▸ **Required action**
Determine the number of lines of the records below that include "Summarize". Respond with the number and no other text.

*** Source material ***

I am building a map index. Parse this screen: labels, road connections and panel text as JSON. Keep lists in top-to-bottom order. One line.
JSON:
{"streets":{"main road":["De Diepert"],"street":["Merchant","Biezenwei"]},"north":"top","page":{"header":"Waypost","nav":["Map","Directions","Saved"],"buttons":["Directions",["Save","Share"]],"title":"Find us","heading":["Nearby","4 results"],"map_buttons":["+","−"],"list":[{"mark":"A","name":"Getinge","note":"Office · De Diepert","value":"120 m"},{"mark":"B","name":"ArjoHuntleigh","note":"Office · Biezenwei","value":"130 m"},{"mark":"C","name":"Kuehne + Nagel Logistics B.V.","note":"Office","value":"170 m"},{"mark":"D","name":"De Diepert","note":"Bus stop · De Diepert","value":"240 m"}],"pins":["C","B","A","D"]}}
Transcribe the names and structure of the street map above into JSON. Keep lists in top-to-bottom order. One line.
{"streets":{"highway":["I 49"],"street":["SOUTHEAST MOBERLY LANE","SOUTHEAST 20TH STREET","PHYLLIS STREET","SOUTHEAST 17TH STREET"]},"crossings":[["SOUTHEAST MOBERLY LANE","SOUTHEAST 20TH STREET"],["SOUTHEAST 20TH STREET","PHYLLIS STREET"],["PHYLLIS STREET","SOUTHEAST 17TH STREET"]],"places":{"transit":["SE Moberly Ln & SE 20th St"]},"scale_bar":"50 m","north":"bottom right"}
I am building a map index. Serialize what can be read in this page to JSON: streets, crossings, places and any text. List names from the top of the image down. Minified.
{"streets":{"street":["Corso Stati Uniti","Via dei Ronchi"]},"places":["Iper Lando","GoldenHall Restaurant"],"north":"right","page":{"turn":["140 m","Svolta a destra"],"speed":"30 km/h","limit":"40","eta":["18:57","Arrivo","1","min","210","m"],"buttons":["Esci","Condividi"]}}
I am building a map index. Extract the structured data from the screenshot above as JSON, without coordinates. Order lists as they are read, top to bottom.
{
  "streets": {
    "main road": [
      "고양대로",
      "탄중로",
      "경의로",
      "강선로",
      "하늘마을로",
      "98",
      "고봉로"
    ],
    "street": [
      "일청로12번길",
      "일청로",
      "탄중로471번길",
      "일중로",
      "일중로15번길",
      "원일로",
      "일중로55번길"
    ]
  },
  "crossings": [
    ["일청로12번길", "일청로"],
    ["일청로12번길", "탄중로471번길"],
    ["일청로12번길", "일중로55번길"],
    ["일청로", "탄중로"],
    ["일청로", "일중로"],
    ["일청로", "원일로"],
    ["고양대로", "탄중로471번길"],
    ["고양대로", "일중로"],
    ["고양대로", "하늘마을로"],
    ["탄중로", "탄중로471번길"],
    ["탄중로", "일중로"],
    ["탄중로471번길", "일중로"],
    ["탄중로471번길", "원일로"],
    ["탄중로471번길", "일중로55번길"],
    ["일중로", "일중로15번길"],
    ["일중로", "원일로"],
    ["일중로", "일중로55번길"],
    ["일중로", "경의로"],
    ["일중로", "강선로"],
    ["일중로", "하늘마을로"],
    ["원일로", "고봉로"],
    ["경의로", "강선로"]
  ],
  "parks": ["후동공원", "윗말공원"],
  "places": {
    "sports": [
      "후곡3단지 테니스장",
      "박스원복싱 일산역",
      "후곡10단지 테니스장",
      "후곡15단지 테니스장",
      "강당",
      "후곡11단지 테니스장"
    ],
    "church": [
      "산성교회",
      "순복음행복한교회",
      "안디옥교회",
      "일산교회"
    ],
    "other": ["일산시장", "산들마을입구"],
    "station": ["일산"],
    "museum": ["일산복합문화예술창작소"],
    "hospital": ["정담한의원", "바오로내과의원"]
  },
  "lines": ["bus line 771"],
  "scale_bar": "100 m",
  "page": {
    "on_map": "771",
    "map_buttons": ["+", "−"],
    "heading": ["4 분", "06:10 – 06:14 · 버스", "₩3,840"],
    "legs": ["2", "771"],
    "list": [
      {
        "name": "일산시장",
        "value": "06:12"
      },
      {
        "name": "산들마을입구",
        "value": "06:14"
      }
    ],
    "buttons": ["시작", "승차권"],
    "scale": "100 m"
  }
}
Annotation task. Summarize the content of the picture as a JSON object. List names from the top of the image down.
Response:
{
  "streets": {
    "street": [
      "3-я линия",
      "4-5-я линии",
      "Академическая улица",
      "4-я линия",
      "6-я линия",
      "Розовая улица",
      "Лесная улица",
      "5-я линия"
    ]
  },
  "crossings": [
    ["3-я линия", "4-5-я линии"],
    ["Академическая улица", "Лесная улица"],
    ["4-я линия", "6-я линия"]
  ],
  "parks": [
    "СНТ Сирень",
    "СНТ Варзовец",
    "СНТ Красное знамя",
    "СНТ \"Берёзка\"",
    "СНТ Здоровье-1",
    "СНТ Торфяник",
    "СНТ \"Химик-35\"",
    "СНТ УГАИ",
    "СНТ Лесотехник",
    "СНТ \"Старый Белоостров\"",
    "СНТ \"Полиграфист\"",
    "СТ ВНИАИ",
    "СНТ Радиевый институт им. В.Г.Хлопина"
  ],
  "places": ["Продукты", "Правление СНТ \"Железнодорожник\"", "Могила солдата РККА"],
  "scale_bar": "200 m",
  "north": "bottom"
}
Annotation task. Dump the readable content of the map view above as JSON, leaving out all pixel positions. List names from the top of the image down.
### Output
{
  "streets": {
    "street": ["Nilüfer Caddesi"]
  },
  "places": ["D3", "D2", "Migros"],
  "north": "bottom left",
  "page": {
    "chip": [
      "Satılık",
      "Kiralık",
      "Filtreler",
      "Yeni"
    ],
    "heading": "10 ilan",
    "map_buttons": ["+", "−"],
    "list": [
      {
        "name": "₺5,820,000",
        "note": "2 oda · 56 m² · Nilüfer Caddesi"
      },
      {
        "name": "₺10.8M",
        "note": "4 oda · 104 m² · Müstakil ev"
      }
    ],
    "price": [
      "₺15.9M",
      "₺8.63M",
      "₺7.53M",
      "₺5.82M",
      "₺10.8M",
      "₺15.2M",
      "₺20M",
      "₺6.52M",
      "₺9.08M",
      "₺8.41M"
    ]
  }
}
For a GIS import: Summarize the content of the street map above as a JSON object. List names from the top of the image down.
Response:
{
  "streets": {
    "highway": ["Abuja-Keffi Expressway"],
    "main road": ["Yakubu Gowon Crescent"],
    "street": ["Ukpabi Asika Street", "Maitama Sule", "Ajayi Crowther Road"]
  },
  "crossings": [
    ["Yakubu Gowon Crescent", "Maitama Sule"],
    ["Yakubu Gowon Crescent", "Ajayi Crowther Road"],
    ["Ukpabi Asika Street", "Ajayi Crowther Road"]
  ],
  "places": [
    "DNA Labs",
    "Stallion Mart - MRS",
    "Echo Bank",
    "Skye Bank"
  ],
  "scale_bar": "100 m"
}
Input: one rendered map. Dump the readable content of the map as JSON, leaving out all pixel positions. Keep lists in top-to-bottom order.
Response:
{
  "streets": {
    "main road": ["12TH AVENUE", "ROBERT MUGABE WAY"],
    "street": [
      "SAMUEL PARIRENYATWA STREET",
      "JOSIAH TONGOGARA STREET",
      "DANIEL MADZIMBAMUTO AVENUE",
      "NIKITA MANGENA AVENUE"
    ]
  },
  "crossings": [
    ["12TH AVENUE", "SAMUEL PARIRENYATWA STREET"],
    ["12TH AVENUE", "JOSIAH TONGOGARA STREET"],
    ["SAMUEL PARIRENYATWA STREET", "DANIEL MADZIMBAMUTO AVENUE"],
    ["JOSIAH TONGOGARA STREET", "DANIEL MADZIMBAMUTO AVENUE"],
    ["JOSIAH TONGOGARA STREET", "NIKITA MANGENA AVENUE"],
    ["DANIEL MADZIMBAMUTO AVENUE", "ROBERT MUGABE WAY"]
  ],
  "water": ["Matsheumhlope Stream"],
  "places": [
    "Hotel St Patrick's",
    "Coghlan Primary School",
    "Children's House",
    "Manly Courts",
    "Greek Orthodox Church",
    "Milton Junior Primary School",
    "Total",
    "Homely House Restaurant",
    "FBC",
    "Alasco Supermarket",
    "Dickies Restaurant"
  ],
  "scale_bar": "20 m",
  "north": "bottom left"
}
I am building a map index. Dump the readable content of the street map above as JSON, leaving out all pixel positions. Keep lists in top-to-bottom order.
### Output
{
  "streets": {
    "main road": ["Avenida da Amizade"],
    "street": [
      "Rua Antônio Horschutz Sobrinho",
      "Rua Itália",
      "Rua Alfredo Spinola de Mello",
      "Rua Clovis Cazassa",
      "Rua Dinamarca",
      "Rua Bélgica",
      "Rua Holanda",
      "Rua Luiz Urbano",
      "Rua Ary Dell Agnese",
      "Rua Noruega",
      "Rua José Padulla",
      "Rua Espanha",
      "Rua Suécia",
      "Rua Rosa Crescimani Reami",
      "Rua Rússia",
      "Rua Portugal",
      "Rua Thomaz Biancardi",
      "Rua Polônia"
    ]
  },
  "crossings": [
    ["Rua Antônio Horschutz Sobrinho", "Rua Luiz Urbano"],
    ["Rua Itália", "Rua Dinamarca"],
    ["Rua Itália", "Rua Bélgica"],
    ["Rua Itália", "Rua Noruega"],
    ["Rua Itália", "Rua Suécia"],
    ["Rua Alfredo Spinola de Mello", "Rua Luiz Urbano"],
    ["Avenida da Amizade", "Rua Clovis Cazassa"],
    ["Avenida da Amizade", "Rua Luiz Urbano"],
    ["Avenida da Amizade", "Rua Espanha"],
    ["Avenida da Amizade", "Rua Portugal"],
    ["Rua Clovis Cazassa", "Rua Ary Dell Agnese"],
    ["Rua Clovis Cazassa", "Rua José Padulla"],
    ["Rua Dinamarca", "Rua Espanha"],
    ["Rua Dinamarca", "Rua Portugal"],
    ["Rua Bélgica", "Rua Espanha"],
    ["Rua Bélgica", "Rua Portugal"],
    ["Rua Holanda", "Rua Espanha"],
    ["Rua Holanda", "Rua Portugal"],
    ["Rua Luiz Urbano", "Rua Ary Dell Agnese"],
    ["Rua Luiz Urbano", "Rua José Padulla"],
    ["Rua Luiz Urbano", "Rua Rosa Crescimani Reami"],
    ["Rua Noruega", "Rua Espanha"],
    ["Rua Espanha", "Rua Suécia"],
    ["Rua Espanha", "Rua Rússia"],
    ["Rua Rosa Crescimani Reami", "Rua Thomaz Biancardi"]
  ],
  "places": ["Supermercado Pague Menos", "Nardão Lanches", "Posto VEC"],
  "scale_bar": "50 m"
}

*** End of Source material ***

▸ **Output below**
2